Use reinforcement learning to devise a tic-tac-toe player.

### Deadlines:

* Submission: [Dies Natalis Solis Invicti](https://en.wikipedia.org/wiki/Sol_Invictus)
* Reviews: [Befana](https://en.wikipedia.org/wiki/Befana)

Notes:

* Reviews will be assigned  on Monday, December 4
* You need to commit in order to be selected as a reviewer (ie. better to commit an empty work than not to commit)

In [15]:
from itertools import combinations
from collections import namedtuple, defaultdict
from random import choice
from copy import deepcopy

from tqdm.auto import tqdm
import numpy as np

In [16]:
State = namedtuple("State", ["x", "o"])
StateMove = namedtuple("StaeMove", ["state", "move"])
MAGIC = [2, 7, 6, 9, 5, 1, 4, 3, 8]
WINNING_REWARD = 10
LOSING_REWARD = -1
GAME_PLAYED = 1000
EPSILON = 0.001


In [18]:
def win(elements):
    """Checks is elements is winning"""
    return any(sum(c) == 15 for c in combinations(elements, 3))

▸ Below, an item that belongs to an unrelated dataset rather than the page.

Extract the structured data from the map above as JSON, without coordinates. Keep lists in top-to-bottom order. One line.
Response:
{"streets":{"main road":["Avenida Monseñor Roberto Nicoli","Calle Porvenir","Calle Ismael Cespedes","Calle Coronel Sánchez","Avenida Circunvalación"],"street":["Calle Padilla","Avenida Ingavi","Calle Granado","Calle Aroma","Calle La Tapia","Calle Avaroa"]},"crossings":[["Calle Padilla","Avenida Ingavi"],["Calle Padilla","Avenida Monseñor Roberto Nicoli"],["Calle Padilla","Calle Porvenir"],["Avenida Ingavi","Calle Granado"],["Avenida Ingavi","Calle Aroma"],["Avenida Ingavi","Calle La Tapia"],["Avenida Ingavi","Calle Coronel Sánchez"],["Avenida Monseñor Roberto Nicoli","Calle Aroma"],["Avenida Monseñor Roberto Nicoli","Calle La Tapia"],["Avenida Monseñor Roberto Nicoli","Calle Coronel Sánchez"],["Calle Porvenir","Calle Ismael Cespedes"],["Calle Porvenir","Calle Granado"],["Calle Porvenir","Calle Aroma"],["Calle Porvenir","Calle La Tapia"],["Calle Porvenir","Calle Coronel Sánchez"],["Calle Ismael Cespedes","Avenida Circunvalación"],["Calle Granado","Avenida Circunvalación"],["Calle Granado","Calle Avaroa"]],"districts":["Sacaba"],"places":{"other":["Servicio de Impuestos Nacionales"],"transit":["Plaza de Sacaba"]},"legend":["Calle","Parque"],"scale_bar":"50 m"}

def state_value(pos: State):
    """Evaluate state: +1 first player wins"""
    if win(pos.x):
        return WINNING_REWARD
    elif win(pos.o):
        return LOSING_REWARD
    else:
        return 0


def clever_player(state: State, player=1):
    """checks if he has a winnig move and if the opponent has a winng move player 
    if player=0 plays the first move of every turn"""
    if player == 1:
        state = deepcopy(state)
        available = set(range(1, 9 + 1)) - state.x - state.o  # create a set with the all possible moves
        for c in combinations(state.o, 2):
            if 15 - sum(c) in available:
                state.o.add(15 - sum(c))
                return state
        for c in combinations(state.x, 2):
            if 15 - sum(c) in available:
                state.o.add(15 - sum(c))
                return state
        rand = choice(list(available))
        state.o.add(rand)
        return state
    else:
        state = deepcopy(state)
        available = set(range(1, 9 + 1)) - state.x - state.o  # create a set with the all possible moves
        for c in combinations(state.x, 2):
            if 15 - sum(c) in available:
                state.x.add(15 - sum(c))
                return state
        for c in combinations(state.o, 2):
            if 15 - sum(c) in available:
                state.x.add(15 - sum(c))
                return state
        rand = choice(list(available))
        state.x.add(rand)
        return state
        

In [19]:
def clever_game():
    """play a game using the clever strategy"""
    trajectory = list()
    state = State(set(), set())
    available = set(range(1, 9 + 1))
    while available:
        new_state = clever_player(deepcopy(state), player=0)
        x = new_state.x - state.x
        x = x.pop()
        trajectory.append(StateMove(deepcopy(state), x))
        state.x.add(x)
        available.remove(x)
        if win(state.x) or not available:
            trajectory.append(StateMove(deepcopy(state), 100))#100 to signal that there is no move
            break
        new_state = clever_player(deepcopy(state), player=1)
        o = new_state.o - state.o
        o = o.pop()
        state.o.add(o)
        available.remove(o)
        if win(state.o):
            break
    return trajectory

In [20]:
def random_game(player=0):
    """play a game with legal and random move"""
    trajectory = list()
    state = State(set(), set())
    available = set(range(1, 9 + 1))
    while available:
        x = choice(list(available))
        if player == 0:
            trajectory.append(StateMove(deepcopy(state), x))
        state.x.add(x)
        available.remove(x)
        if win(state.x) or not available:
            if player == 0:
                trajectory.append(StateMove(deepcopy(state), x))
            break
        o = choice(list(available))
        if player == 1:
            trajectory.append(StateMove(deepcopy(state), x))
        state.o.add(o)
        available.remove(o)
        if win(state.o):
            break
    return trajectory

In [21]:
value_dictionary = defaultdict(float)

# add a new hashmap considering the acual state and the next state of the trajectory
for steps in tqdm(range(500_000)):
    trajectory = clever_game()
    final_reward = state_value(trajectory[-1].state)
    for state_move in trajectory:
        hashable_state = (frozenset(state_move.state.x), frozenset(state_move.state.o), state_move.move)
        value_dictionary[hashable_state] = value_dictionary[hashable_state] + EPSILON * (
            final_reward - value_dictionary[hashable_state]
        )

  0%|          | 280/500000 [00:00<11:03, 753.32it/s]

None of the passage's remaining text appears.